---- Data to process

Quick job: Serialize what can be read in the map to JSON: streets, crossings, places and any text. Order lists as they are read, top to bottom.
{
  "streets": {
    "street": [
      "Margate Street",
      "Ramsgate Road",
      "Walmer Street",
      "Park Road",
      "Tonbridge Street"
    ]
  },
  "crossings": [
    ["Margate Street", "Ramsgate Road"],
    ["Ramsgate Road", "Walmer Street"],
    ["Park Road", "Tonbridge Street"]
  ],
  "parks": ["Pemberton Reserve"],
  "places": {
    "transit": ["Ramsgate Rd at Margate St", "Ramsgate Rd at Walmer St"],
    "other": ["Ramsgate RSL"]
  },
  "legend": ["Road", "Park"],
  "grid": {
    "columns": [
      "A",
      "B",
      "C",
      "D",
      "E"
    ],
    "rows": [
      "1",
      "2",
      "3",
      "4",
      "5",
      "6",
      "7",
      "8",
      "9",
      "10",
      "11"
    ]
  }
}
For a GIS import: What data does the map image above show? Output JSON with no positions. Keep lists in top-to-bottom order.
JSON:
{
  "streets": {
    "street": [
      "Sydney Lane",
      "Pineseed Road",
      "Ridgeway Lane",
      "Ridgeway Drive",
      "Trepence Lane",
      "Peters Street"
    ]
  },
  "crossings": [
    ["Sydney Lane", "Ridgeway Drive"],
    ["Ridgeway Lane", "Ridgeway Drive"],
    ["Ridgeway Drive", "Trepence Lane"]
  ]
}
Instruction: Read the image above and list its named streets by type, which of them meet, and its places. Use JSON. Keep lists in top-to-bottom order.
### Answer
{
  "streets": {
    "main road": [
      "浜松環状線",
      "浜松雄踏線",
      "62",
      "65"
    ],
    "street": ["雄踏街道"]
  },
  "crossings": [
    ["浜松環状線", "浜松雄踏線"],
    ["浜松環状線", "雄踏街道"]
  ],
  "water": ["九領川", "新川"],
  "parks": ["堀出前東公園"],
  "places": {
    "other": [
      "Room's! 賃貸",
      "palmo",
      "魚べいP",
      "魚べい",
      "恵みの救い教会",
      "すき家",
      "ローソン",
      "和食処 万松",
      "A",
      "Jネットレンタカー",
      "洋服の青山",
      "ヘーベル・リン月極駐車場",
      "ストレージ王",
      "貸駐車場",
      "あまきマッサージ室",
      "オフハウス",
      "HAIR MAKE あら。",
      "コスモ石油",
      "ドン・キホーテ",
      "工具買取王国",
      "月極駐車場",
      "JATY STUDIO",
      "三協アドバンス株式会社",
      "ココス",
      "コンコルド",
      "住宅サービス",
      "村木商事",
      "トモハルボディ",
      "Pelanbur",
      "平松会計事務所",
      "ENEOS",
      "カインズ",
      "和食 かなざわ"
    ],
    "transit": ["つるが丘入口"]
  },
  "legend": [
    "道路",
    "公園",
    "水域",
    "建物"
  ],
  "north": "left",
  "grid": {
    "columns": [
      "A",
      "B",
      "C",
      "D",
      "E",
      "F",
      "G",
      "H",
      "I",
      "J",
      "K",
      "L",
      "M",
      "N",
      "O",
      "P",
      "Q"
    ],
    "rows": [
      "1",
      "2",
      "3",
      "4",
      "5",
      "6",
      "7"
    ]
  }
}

--------

▸ What to produce:
Reproduce all of the material above word for word.

▸ Result of this task:
Quick job: Serialize what can be read in the map to JSON: streets, crossings, places and any text. Order lists as they are read, top to bottom.
{
  "streets": {
    "street": [
      "Margate Street",
      "Ramsgate Road",
      "Walmer Street",
      "Park Road",
      "Tonbridge Street"
    ]
  },
  "crossings": [
    ["Margate Street", "Ramsgate Road"],
    ["Ramsgate Road", "Walmer Street"],
    ["Park Road", "Tonbridge Street"]
  ],
  "parks": ["Pemberton Reserve"],
  "places": {
    "transit": ["Ramsgate Rd at Margate St", "Ramsgate Rd at Walmer St"],
    "other": ["Ramsgate RSL"]
  },
  "legend": ["Road", "Park"],
  "grid": {
    "columns": [
      "A",
      "B",
      "C",
      "D",
      "E"
    ],
    "rows": [
      "1",
      "2",
      "3",
      "4",
      "5",
      "6",
      "7",
      "8",
      "9",
      "10",
      "11"
    ]
  }
}
For a GIS import: What data does the map image above show? Output JSON with no positions. Keep lists in top-to-bottom order.
JSON:
{
  "streets": {
    "street": [
      "Sydney Lane",
      "Pineseed Road",
      "Ridgeway Lane",
      "Ridgeway Drive",
      "Trepence Lane",
      "Peters Street"
    ]
  },
  "crossings": [
    ["Sydney Lane", "Ridgeway Drive"],
    ["Ridgeway Lane", "Ridgeway Drive"],
    ["Ridgeway Drive", "Trepence Lane"]
  ]
}
Instruction: Read the image above and list its named streets by type, which of them meet, and its places. Use JSON. Keep lists in top-to-bottom order.
### Answer
{
  "streets": {
    "main road": [
      "浜松環状線",
      "浜松雄踏線",
      "62",
      "65"
    ],
    "street": ["雄踏街道"]
  },
  "crossings": [
    ["浜松環状線", "浜松雄踏線"],
    ["浜松環状線", "雄踏街道"]
  ],
  "water": ["九領川", "新川"],
  "parks": ["堀出前東公園"],
  "places": {
    "other": [
      "Room's! 賃貸",
      "palmo",
      "魚べいP",
      "魚べい",
      "恵みの救い教会",
      "すき家",
      "ローソン",
      "和食処 万松",
      "A",
      "Jネットレンタカー",
      "洋服の青山",
      "ヘーベル・リン月極駐車場",
      "ストレージ王",
      "貸駐車場",
      "あまきマッサージ室",
      "オフハウス",
      "HAIR MAKE あら。",
      "コスモ石油",
      "ドン・キホーテ",
      "工具買取王国",
      "月極駐車場",
      "JATY STUDIO",
      "三協アドバンス株式会社",
      "ココス",
      "コンコルド",
      "住宅サービス",
      "村木商事",
      "トモハルボディ",
      "Pelanbur",
      "平松会計事務所",
      "ENEOS",
      "カインズ",
      "和食 かなざわ"
    ],
    "transit": ["つるが丘入口"]
  },
  "legend": [
    "道路",
    "公園",
    "水域",
    "建物"
  ],
  "north": "left",
  "grid": {
    "columns": [
      "A",
      "B",
      "C",
      "D",
      "E",
      "F",
      "G",
      "H",
      "I",
      "J",
      "K",
      "L",
      "M",
      "N",
      "O",
      "P",
      "Q"
    ],
    "rows": [
      "1",
      "2",
      "3",
      "4",
      "5",
      "6",
      "7"
    ]
  }
}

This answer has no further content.